◆ **REQUIRED ACTION**: Please filter the entries for the word "linecap" and copy every line that has it.

(Saved data entries)
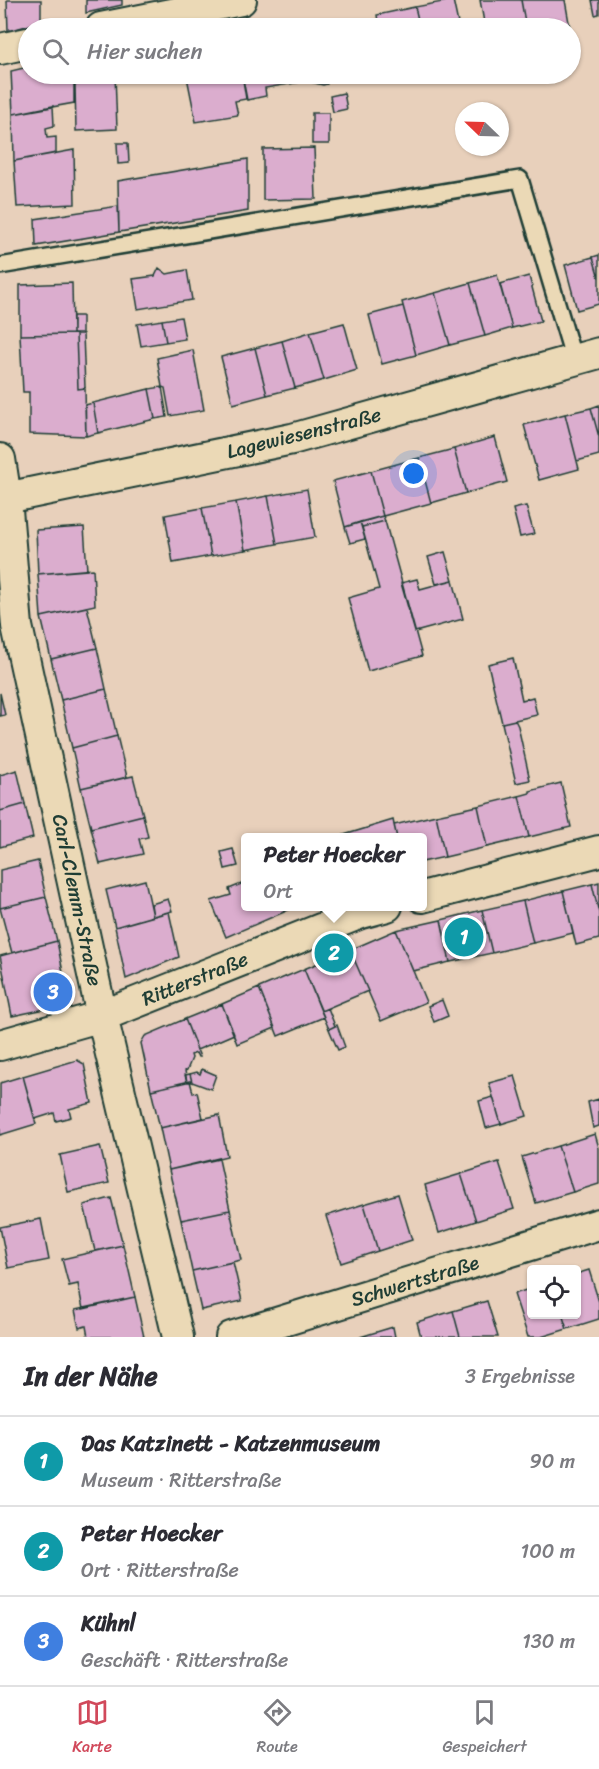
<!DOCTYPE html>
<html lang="de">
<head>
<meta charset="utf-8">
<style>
	body { margin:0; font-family:Sriracha,sans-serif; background:#f7f7f7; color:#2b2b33 }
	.controls { position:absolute; right:18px; bottom:18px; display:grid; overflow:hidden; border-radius:6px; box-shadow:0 2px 4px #0004 }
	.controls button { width:54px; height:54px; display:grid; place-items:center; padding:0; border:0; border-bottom:2px solid #e1e1e2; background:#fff; color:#2b2b33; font:30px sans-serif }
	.compass { position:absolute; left:455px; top:102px; width:54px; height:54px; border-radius:50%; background:#fff; box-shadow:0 2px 4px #0004; rotate:293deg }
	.you { position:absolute; left:414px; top:474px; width:21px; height:21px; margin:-15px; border:4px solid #fff; border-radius:50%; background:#1a73e8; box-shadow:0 0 0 9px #1a73e833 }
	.badge { display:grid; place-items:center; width:39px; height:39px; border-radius:50%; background:#d1495b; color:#fff; font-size:20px; font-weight:700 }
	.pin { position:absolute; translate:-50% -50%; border:3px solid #fff; box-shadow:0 2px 6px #0006 }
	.popup { position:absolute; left:241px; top:833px; width:186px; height:78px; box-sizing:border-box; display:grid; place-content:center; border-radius:6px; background:#fff; filter:drop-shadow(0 2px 4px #0005); font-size:20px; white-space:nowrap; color:#7c7c81 }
	.popup b { font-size:22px; color:#2b2b33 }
	.popup::after { content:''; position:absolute; left:50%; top:100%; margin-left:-12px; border:12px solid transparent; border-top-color:#fff }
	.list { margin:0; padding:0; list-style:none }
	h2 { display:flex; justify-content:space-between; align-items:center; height:78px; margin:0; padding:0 24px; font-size:26px }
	h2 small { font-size:20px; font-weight:400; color:#7c7c81 }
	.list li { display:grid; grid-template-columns:39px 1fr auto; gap:18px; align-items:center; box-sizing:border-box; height:90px; padding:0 24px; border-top:2px solid #e1e1e2 }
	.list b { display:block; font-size:22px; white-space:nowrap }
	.list p { margin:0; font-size:20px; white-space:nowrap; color:#7c7c81 }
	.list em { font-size:20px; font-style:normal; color:#7c7c81 }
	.icon { flex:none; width:33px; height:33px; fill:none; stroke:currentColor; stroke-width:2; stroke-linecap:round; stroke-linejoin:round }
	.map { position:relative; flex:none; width:599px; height:1337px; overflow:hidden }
	.search { position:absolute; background:#fff; box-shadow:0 2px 4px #0004; left:18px; right:18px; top:18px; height:66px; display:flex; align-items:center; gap:15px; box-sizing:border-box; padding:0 21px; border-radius:33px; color:#7c7c81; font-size:22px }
	.sheet { height:348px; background:#fff }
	nav { display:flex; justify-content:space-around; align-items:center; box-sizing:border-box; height:84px; border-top:2px solid #e1e1e2; background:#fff; font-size:16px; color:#7c7c81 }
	nav a { display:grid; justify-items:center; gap:3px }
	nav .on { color:#d1495b }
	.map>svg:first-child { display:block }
</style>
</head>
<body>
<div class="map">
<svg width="599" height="1337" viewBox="0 0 599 1337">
	<rect width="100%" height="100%" fill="#e8d0bb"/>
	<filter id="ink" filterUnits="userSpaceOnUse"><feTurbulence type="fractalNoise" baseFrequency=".0167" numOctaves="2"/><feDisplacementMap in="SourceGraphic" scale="12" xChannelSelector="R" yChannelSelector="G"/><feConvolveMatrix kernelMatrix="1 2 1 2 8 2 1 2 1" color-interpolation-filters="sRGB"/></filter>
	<g filter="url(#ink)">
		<path fill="#dbadce" stroke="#1f3d34" stroke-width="1.5" d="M7,0H41V22L8,31Z
			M86,0H122V5L86,13Z
			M453,0L459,28H420L415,7Z
			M480,0H521L526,28H485Z
			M521,0H565L570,28H526Z
			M592,0H599V14L595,15Z
			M415,7L420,28H379L377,15Z
			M354,21L356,28H316Z
			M28,67V74H40L41,80L74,74V103L13,114L11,71Z
			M115,74L117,129L76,131L75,85Z
			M197,74H242L246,99L235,101L238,115L196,122L187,77Z
			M242,74H325L327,84L323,85L307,81L265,88L266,96L247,100Z
			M389,74H411L389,78Z
			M344,93L347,109L333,112L330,96Z
			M53,106L54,126L46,128L47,138L56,137V153L14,161L13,114Z
			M312,113H329V144H312Z
			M117,143H128L129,163L118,164Z
			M314,148L316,199L263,200V149Z
			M74,150L75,204L17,207L14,161Z
			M248,159V211L119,232L118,181Z
			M118,206L119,232L36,246L35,219Z
			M599,255V278L593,257Z
			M593,257L599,278V304L577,310L565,265Z
			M159,268L167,274L187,270L192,300L138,309L133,279L155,276Z
			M497,275L512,328L485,336L470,283Z
			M529,276L541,321L512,328L500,284Z
			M72,283L73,334L20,335V285Z
			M470,283L485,336L450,345L435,293Z
			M435,293L450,345L416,355L402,302Z
			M403,306L416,355L382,364L369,315Z
			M73,316H82V334H73Z
			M181,317L185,339L166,342L162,320Z
			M162,320L166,342L141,346L137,324Z
			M344,323L357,370L324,380L310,332Z
			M310,332L324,380L295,388L282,341Z
			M76,334L78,389L85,388L86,436L29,434V392H23L20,335Z
			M76,334H83L85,388L78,389Z
			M282,341L295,388L267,395L255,348Z
			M255,348L267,395L233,404L221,357Z
			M193,350L204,410L170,416L165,388L162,387L157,358Z
			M162,387L167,417L155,419L149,389Z
			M149,389L155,419L98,433L93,403Z
			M93,403L98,433L86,436L85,405Z
			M599,405V437L591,408Z
			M591,408L599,437V455L577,461L565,414Z
			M565,414L579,469L539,480L524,425Z
			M495,437L507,482L466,493L454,449Z
			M454,449L466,493L431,503L419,458Z
			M419,458L431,503L383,516L371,471Z
			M371,471L383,516L345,527L333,481Z
			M307,489L315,537L277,544L268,496Z
			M268,496L277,544L245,550L236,502Z
			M236,502L245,550L211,556L202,508Z
			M526,506L534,534L520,537L513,509Z
			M202,508L211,556L173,563L165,515Z
			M383,516L385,521L362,527L360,522Z
			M385,521L422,656L368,671L348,598L379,589L362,527Z
			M360,522L365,539L350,543L345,527Z
			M84,527L87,570L38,574L36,530Z
			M445,552L453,580L436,584L428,557Z
			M93,569L95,605L41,617L38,574Z
			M417,579L420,589L453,580L463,619L415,632L401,583Z
			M87,607L97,648L51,659L41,617Z
			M97,648L106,689L61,700L51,659Z
			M513,658L522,700L533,697L537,715L502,723L488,664Z
			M106,689L117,736L72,748L61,700Z
			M0,693L5,715L0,716Z
			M515,720L518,726L530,780L516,783L502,723Z
			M117,736L127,777L81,788L72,748Z
			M17,770L25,804L0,811V775Z
			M133,776L143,815L91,828L81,788Z
			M561,783L571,827L529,837L519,796L530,793V791Z
			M519,796L529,837L487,847L478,806Z
			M25,804L33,838L0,847V811Z
			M478,806L487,847L445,857L436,815Z
			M143,815L148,837L139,839L143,854L100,864L91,828Z
			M436,815L445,857L422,862V838H397L394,825Z
			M393,820L397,838H346L344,835Z
			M233,849L238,866L225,869L221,852Z
			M38,861L46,897L0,908V870Z
			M145,880L153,916L115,927L106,890Z
			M246,882V906H282L284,912L226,937L211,901L231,895L229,889Z
			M599,882V913L592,884Z
			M592,884L599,913V939L576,945L563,891Z
			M563,891L573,933L533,943L523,901Z
			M46,897L57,941L12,953L0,908Z
			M168,899L172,911L153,916L151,904Z
			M523,901L533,943L492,953L482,910Z
			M282,906H297L284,912Z
			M482,910L492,953L450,962L441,920Z
			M169,912L179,957L126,979L115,927Z
			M441,920L450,962L413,971L396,930Z
			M396,930L426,1002L381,1021L350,950Z
			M57,941L69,1004L12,1016L0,956Z
			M350,950L368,991L321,1011L304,969Z
			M304,969L324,1017L278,1036L259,988Z
			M259,988L275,1028L237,1044L222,1004Z
			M442,1000L448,1016L434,1022L428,1006Z
			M222,1004L234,1034L197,1050L185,1019Z
			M328,1008L335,1026L329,1029L321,1011Z
			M185,1019L200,1057H198L196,1053L191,1055L192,1058L187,1070L185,1071L187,1082L151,1090L141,1043L145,1036Z
			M337,1025L345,1047L338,1050L329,1029Z
			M77,1060L84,1064L92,1103L69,1109L71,1117L56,1121L54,1113L35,1119L23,1076Z
			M202,1069L216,1075L211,1089L192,1082L190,1074L197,1072L200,1074Z
			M190,1074L192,1082H187L185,1075Z
			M23,1076L36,1124L0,1135V1083Z
			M515,1076L527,1116L501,1124L489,1083Z
			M190,1081L193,1093L197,1092L203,1118L160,1128L151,1090Z
			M493,1097L501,1124L486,1128L479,1101Z
			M599,1099V1126L593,1128L588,1102Z
			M219,1115L227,1156L169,1170L160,1128Z
			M595,1134L599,1148V1184L573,1192L558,1146Z
			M100,1146L109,1183L68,1192L60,1155Z
			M558,1146L573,1192L536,1203L522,1157Z
			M219,1159L230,1210L181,1220L169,1170Z
			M499,1162L514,1209L476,1221L461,1174Z
			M461,1174L476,1221L439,1233L425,1185Z
			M398,1194L412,1240L378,1251L364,1204Z
			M111,1198L123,1245L95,1251L84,1205Z
			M364,1204L378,1251L341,1263L326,1216Z
			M230,1210L241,1260L192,1271L181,1220Z
			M41,1219L49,1260L8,1268L0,1227Z
			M123,1245L135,1297L83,1309L78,1284L69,1286L62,1259Z
			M233,1262L242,1301L201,1310L192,1271Z
			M589,1270L599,1302V1319L567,1329L562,1314H576V1274Z
			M532,1288V1314H562L567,1329L541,1337H528L514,1294Z
			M135,1297L144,1337H88L86,1326L79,1328L75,1310Z
			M487,1301L498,1337H460L453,1311Z
			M453,1311L460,1337H421L417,1322Z
			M393,1327L395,1337H360Z"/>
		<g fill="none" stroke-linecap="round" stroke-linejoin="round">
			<g stroke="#1f3d34" stroke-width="20">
				<path id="service" d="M0,266L520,179L574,360"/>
			</g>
			<g stroke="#1f3d34" stroke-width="34">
				<path id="minor" d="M101,28L241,0
					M0,49L28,43
					M0,459L6,498L17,626L102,1016L178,1337
					M6,498L292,439L599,353
					M422,897L599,851
					M0,1045L102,1016L361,913L387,906
					M231,1337L599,1224"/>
			</g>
			<use href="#service" stroke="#ebd9b6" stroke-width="15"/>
			<use href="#minor" stroke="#ebd9b6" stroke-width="30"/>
		</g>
	</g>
	<g text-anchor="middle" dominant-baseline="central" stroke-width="4.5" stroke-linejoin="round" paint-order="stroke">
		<g font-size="20" fill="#1f3d34" stroke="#ebd9b6">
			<text transform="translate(304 433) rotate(-14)">Lagewiesenstraße</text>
			<text transform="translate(77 900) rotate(78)">Carl-Clemm-Straße</text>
			<text transform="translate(195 979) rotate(-22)">Ritterstraße</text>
			<text transform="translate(415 1281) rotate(-17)">Schwertstraße</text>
		</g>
	</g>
</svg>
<div class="controls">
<button><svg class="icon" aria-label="locate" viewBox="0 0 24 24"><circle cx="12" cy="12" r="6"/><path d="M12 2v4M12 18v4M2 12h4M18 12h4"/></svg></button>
</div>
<svg class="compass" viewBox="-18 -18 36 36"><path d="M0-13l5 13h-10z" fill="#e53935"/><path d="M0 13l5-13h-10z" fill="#7c7c81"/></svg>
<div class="you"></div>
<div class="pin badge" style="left:464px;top:937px;background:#0f9aa8">1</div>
<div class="pin badge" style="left:334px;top:953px;background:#0f9aa8">2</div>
<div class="popup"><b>Peter Hoecker</b>Ort</div>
<div class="pin badge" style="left:53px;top:992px;background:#3f7fe0">3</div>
<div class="search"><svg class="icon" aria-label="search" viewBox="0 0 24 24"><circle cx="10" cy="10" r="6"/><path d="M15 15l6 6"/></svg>Hier suchen</div>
</div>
<section class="sheet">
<h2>In der Nähe<small>3 Ergebnisse</small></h2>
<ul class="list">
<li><span class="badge" style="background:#0f9aa8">1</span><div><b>Das Katzinett - Katzenmuseum</b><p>Museum · Ritterstraße</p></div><em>90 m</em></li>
<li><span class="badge" style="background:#0f9aa8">2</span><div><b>Peter Hoecker</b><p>Ort · Ritterstraße</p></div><em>100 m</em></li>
<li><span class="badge" style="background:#3f7fe0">3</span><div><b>Kühnl</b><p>Geschäft · Ritterstraße</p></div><em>130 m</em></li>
</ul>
</section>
<nav>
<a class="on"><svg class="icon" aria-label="map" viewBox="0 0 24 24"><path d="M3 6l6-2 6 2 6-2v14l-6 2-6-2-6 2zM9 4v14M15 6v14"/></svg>Karte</a>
<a><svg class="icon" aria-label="directions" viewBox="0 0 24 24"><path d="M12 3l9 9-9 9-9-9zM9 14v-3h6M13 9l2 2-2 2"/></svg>Route</a>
<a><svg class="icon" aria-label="saved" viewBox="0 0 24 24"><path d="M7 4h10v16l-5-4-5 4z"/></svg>Gespeichert</a>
</nav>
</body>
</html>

◆ **RESULT OF THE EXERCISE**:
	.icon { flex:none; width:33px; height:33px; fill:none; stroke:currentColor; stroke-width:2; stroke-linecap:round; stroke-linejoin:round }
		<g fill="none" stroke-linecap="round" stroke-linejoin="round">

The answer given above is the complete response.